- [EXERCISE OBJECTIVE] Lines in which "sans" appears should be pulled from the data below.

────────────────────

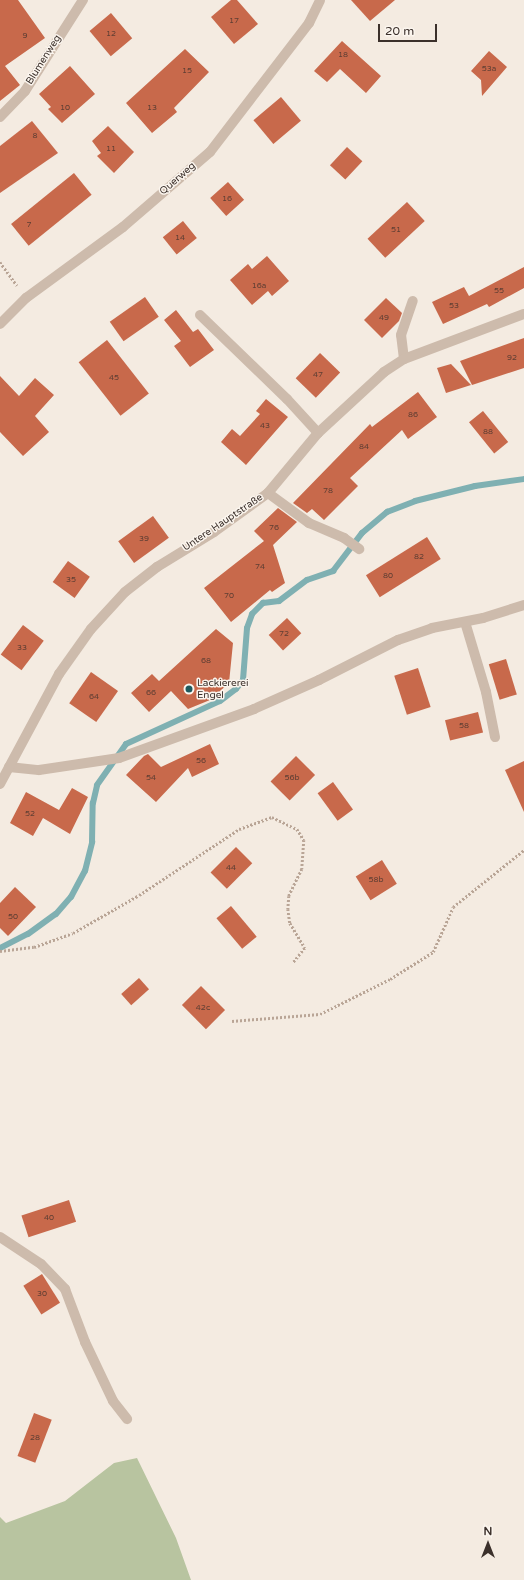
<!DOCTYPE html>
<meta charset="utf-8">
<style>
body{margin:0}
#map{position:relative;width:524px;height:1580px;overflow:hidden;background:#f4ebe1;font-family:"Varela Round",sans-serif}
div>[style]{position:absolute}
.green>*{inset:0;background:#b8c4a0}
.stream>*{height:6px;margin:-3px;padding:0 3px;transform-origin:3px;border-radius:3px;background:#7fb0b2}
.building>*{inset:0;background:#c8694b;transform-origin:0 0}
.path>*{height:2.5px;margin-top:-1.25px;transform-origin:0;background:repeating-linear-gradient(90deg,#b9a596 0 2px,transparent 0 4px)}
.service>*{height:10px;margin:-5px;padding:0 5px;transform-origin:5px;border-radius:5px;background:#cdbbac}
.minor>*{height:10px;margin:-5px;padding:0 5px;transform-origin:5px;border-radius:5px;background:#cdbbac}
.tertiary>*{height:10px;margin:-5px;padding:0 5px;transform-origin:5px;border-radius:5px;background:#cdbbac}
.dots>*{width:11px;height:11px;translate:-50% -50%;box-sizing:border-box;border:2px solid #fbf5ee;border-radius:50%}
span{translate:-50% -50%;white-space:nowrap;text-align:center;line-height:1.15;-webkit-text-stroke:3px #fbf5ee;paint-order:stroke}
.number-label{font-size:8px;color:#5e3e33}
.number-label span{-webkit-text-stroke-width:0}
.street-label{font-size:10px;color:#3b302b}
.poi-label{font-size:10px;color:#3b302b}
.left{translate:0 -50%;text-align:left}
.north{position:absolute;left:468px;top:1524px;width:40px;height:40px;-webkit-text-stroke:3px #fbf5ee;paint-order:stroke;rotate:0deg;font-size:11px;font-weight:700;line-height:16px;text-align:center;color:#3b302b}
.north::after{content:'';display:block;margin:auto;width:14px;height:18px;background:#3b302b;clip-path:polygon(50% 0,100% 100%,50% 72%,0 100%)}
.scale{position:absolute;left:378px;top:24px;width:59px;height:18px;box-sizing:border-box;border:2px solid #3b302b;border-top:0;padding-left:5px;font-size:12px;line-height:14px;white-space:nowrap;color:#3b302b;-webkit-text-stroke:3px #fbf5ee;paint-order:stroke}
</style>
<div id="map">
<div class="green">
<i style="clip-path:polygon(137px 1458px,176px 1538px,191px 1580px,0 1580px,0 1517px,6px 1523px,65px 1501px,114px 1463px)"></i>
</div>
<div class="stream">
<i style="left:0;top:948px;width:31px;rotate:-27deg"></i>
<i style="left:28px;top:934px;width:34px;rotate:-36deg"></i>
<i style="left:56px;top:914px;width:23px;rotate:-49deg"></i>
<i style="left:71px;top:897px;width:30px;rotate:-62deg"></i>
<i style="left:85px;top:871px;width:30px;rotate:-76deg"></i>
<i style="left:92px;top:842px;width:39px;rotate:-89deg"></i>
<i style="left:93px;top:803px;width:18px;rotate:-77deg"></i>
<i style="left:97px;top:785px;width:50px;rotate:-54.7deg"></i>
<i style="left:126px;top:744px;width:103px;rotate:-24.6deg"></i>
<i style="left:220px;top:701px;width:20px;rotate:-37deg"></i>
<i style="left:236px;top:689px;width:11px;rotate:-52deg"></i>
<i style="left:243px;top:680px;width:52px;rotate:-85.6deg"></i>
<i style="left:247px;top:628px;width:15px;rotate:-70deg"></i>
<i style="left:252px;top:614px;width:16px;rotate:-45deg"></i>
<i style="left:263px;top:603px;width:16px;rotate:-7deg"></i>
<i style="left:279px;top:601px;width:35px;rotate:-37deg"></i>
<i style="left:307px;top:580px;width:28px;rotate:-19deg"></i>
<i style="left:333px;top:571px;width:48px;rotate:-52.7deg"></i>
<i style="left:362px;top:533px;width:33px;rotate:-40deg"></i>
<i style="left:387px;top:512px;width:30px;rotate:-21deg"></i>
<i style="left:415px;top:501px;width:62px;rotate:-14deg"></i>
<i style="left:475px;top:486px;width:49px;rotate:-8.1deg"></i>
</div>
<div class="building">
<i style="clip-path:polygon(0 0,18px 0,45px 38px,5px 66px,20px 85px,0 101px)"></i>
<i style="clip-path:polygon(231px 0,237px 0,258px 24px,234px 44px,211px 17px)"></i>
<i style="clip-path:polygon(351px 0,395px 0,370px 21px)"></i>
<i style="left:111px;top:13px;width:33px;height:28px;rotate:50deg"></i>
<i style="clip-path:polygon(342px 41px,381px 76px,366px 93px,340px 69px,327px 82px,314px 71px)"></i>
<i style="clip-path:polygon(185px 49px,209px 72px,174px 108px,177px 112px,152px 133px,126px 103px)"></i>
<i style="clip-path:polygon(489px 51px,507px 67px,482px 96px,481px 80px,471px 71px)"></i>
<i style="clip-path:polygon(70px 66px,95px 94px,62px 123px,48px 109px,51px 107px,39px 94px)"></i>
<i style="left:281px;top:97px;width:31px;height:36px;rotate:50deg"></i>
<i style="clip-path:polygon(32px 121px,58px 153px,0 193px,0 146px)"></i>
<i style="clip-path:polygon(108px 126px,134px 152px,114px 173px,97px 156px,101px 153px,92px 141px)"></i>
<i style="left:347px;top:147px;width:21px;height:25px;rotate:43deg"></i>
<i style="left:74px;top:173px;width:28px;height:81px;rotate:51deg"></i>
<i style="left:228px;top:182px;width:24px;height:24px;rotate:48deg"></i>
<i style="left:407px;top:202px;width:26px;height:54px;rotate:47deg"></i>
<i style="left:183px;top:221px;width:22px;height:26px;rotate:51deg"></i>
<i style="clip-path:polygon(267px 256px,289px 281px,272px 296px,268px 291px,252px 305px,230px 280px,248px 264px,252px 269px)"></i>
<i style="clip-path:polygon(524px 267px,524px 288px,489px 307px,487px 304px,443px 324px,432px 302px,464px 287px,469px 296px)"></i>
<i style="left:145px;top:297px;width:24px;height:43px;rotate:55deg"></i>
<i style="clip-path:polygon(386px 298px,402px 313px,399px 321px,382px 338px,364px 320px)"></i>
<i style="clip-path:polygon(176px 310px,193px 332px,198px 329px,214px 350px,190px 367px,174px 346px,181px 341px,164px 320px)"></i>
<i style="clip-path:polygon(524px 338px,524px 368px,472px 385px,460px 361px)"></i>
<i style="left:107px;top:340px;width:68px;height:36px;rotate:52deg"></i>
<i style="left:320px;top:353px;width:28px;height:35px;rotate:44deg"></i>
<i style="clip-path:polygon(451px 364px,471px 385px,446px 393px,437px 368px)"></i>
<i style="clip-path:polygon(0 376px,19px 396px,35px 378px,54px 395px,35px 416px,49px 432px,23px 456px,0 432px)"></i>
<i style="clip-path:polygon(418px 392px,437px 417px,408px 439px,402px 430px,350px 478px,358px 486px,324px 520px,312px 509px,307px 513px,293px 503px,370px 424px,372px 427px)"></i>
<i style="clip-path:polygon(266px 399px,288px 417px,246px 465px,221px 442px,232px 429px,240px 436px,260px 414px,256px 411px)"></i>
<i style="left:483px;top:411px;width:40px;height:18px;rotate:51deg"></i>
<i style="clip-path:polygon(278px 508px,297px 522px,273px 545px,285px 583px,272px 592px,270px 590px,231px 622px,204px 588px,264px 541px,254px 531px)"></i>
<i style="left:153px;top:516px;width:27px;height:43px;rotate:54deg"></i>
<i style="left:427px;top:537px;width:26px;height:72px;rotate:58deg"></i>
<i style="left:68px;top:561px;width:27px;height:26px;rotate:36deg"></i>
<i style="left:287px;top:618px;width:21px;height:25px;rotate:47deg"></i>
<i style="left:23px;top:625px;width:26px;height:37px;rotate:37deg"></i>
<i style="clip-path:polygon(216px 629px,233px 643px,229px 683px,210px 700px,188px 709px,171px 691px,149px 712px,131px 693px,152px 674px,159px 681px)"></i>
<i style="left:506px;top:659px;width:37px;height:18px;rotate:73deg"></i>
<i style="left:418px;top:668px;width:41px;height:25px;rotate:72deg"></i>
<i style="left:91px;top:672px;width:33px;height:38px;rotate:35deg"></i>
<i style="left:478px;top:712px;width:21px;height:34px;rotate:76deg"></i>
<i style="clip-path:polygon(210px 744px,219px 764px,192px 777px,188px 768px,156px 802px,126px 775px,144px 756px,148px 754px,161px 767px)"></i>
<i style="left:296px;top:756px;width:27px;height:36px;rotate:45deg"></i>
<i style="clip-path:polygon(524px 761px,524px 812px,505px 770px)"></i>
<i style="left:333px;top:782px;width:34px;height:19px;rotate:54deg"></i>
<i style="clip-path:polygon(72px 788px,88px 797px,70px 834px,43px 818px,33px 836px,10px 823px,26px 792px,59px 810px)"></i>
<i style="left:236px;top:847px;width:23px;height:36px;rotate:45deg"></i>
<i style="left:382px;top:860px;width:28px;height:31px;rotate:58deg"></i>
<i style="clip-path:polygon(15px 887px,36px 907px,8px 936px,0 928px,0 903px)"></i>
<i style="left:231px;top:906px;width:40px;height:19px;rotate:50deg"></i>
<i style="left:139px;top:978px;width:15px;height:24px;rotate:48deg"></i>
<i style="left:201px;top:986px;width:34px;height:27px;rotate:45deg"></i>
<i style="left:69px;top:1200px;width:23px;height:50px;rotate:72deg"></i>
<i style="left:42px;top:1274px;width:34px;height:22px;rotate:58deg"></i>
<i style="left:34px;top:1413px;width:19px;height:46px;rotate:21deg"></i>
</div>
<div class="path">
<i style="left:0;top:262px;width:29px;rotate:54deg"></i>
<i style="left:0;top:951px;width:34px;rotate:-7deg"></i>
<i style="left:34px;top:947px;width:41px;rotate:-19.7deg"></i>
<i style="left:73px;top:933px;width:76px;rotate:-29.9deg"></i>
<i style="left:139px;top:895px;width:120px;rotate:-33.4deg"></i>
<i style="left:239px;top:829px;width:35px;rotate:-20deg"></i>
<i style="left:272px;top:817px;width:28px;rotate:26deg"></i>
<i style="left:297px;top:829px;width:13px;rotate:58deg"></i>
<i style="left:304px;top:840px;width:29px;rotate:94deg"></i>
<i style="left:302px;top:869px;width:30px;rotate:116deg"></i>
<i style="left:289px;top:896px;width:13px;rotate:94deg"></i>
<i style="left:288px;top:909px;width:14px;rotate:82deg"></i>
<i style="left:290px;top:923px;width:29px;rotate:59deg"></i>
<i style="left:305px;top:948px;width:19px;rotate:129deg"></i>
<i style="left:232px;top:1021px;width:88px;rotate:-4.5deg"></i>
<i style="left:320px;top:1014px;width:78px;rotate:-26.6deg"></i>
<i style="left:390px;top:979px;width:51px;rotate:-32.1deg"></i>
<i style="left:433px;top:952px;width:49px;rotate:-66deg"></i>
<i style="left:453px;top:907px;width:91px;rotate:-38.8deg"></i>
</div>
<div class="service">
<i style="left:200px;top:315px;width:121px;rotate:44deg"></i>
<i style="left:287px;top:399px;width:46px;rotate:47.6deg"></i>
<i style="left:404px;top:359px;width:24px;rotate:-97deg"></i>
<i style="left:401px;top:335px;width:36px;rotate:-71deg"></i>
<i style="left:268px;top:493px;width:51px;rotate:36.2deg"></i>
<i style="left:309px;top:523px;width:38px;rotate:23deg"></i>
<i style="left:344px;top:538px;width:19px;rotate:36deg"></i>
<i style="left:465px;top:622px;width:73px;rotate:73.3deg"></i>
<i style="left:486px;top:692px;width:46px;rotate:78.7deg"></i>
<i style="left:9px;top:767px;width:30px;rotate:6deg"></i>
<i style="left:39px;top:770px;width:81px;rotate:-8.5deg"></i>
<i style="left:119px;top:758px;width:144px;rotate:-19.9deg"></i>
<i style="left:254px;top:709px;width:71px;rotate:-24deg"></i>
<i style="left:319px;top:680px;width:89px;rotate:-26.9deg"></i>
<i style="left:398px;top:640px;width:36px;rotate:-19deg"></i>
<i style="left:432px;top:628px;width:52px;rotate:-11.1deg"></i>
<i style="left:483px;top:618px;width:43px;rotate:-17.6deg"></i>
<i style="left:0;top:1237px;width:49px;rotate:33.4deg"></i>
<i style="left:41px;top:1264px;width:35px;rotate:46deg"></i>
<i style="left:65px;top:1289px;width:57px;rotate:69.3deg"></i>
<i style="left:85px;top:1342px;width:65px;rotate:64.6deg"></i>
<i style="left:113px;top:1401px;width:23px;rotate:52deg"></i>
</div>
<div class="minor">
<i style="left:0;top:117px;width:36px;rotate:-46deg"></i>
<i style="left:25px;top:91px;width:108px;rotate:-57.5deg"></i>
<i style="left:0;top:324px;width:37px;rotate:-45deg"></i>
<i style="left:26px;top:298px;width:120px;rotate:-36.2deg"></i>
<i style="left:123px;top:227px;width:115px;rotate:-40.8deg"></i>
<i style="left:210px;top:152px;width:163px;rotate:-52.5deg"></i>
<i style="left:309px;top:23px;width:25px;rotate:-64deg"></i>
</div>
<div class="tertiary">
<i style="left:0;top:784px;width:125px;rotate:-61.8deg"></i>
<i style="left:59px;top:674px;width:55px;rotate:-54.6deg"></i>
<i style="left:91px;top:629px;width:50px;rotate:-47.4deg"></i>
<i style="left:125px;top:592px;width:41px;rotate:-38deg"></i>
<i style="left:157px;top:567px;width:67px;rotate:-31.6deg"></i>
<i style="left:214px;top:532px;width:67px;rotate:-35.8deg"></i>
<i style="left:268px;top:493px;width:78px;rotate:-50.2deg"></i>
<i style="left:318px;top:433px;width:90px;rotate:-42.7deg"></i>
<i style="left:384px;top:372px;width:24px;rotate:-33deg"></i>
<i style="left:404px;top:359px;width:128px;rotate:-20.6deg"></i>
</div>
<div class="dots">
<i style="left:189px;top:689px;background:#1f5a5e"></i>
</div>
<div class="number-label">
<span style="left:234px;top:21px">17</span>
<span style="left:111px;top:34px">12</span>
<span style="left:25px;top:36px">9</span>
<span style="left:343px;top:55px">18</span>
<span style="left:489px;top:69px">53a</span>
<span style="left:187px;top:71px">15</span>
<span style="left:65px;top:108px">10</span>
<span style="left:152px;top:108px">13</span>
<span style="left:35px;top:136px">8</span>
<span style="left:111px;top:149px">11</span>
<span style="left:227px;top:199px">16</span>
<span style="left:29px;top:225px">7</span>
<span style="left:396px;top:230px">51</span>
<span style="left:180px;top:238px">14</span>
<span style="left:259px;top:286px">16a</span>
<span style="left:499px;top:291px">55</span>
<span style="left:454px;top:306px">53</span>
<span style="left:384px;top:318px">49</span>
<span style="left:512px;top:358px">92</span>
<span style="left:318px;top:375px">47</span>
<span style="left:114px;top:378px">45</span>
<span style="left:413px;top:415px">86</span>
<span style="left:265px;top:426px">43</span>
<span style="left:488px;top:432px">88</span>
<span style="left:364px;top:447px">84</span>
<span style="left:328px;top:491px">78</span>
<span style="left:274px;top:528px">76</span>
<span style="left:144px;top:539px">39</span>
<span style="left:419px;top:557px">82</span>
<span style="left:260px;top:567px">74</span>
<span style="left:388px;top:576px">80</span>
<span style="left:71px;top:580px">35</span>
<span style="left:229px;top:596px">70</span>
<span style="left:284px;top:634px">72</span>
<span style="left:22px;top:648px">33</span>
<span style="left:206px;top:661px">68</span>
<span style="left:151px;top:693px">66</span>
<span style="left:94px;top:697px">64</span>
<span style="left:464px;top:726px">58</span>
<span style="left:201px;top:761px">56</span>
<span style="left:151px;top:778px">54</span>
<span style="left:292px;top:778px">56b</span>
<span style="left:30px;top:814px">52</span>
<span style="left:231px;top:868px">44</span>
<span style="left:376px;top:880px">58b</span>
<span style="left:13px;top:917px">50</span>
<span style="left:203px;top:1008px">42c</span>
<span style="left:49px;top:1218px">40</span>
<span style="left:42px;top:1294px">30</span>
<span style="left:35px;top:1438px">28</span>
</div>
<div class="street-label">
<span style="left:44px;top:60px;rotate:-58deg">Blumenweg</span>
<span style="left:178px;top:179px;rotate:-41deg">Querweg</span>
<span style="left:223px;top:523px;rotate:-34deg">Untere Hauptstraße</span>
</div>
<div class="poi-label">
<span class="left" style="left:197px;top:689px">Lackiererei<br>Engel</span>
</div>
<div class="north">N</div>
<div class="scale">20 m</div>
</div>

────────────────────

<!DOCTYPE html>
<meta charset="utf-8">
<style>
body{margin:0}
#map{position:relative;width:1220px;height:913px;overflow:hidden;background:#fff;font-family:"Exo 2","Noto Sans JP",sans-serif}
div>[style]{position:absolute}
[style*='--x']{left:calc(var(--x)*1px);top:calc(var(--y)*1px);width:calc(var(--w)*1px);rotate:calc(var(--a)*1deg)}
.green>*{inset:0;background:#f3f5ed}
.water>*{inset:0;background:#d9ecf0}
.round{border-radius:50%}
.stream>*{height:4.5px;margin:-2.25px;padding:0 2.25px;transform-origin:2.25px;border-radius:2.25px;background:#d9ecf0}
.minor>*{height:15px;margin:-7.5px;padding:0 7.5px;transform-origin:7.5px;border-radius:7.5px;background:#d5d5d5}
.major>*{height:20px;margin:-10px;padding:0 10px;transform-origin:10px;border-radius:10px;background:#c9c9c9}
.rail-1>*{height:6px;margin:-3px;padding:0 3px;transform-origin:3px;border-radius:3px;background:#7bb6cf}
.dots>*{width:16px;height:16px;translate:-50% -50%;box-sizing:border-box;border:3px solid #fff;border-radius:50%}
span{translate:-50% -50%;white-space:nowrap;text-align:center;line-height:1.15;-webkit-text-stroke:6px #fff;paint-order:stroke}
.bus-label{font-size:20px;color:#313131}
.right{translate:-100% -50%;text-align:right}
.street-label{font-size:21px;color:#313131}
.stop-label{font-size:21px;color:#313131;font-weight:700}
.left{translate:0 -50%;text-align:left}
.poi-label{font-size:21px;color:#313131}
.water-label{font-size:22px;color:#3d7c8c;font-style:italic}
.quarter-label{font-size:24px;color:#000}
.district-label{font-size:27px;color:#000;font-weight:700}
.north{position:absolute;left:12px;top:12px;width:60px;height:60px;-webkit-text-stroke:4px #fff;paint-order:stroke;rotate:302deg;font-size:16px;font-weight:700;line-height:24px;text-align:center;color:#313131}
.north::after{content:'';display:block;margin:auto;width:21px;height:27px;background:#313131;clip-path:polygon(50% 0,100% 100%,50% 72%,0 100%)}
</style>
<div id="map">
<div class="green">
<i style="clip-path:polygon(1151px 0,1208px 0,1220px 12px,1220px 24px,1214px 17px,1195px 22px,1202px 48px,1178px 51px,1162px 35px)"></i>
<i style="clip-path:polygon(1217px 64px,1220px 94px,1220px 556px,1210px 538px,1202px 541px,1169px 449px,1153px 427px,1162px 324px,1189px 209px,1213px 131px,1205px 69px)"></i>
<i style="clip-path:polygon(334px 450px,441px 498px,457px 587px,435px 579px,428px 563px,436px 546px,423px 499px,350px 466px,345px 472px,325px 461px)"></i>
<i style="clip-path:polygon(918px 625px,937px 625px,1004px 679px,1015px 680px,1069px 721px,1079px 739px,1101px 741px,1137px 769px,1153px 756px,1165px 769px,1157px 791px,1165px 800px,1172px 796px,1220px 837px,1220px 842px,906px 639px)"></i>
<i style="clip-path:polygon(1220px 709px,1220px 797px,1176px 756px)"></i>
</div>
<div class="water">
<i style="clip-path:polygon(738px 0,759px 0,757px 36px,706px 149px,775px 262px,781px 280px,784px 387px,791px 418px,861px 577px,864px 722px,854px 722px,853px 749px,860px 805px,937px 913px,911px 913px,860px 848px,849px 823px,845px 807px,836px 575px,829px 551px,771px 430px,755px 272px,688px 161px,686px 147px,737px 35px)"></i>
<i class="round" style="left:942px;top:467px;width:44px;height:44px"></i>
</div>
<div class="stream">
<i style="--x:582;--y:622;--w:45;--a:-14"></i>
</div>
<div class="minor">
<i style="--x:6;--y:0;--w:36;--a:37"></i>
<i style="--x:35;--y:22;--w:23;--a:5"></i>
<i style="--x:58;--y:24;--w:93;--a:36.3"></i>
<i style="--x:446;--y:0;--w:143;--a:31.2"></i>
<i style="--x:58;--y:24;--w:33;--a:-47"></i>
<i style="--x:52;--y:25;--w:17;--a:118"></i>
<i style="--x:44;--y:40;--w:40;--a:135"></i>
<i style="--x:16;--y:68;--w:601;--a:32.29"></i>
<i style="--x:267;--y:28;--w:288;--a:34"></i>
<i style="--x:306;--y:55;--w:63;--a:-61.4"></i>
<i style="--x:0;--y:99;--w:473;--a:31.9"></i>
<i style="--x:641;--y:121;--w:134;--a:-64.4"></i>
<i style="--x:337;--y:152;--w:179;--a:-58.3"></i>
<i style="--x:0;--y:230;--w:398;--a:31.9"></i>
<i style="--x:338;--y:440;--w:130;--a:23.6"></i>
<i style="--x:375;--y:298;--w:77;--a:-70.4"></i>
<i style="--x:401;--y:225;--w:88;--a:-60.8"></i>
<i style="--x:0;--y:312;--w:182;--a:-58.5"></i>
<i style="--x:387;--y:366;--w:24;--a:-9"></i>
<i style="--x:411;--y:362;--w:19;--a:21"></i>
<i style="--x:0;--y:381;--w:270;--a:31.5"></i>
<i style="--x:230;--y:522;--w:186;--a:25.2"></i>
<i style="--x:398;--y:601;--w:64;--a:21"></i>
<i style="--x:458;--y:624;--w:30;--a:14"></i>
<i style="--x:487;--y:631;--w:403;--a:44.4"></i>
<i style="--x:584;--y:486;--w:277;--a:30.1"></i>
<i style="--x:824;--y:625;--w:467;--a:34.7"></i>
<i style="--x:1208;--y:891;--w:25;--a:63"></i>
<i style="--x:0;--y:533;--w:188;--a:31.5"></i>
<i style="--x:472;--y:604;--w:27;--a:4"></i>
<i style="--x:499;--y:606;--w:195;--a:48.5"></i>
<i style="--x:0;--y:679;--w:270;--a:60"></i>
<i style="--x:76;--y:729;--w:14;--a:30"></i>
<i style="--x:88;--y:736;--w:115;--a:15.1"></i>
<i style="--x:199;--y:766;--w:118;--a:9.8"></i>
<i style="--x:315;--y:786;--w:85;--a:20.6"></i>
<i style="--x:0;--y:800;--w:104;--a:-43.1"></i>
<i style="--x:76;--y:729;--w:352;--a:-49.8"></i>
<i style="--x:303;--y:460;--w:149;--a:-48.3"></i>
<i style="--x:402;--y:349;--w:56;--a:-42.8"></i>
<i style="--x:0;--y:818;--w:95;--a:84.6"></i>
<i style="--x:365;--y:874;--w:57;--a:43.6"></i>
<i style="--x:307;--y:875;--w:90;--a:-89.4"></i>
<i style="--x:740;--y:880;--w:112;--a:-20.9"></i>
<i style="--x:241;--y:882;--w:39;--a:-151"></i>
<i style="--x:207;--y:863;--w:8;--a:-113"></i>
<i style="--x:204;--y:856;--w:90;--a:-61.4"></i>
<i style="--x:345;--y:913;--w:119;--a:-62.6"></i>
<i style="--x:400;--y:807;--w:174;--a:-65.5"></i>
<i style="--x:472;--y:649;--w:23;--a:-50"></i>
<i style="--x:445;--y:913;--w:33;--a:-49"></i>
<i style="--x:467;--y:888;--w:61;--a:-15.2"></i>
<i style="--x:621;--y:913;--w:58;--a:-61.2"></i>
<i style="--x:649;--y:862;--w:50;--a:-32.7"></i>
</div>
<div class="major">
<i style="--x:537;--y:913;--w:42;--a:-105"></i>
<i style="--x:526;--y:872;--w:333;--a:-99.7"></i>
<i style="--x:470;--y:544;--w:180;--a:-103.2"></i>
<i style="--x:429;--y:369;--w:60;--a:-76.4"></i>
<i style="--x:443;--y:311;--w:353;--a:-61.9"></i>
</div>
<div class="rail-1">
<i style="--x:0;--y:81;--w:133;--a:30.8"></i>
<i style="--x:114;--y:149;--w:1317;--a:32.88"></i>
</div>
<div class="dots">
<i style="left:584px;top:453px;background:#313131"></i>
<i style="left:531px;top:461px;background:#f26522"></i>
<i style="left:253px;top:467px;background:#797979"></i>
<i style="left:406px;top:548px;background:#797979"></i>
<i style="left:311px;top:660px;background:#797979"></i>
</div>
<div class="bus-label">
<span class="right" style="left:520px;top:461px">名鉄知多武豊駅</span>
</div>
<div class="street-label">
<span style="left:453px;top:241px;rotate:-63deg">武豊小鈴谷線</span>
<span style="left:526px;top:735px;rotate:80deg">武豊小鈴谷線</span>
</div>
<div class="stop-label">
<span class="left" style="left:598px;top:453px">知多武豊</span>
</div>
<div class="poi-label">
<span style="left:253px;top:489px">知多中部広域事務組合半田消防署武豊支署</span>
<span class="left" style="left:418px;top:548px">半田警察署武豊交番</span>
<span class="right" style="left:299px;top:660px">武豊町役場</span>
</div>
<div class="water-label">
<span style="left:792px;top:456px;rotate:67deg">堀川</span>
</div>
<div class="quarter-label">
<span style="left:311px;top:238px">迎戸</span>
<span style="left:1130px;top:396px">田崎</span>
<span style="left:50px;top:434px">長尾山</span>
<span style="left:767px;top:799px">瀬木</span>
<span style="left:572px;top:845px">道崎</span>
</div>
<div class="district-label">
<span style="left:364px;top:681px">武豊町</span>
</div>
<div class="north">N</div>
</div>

────────────────────

- [THE ANSWER]
#map{position:relative;width:524px;height:1580px;overflow:hidden;background:#f4ebe1;font-family:"Varela Round",sans-serif}
#map{position:relative;width:1220px;height:913px;overflow:hidden;background:#fff;font-family:"Exo 2","Noto Sans JP",sans-serif}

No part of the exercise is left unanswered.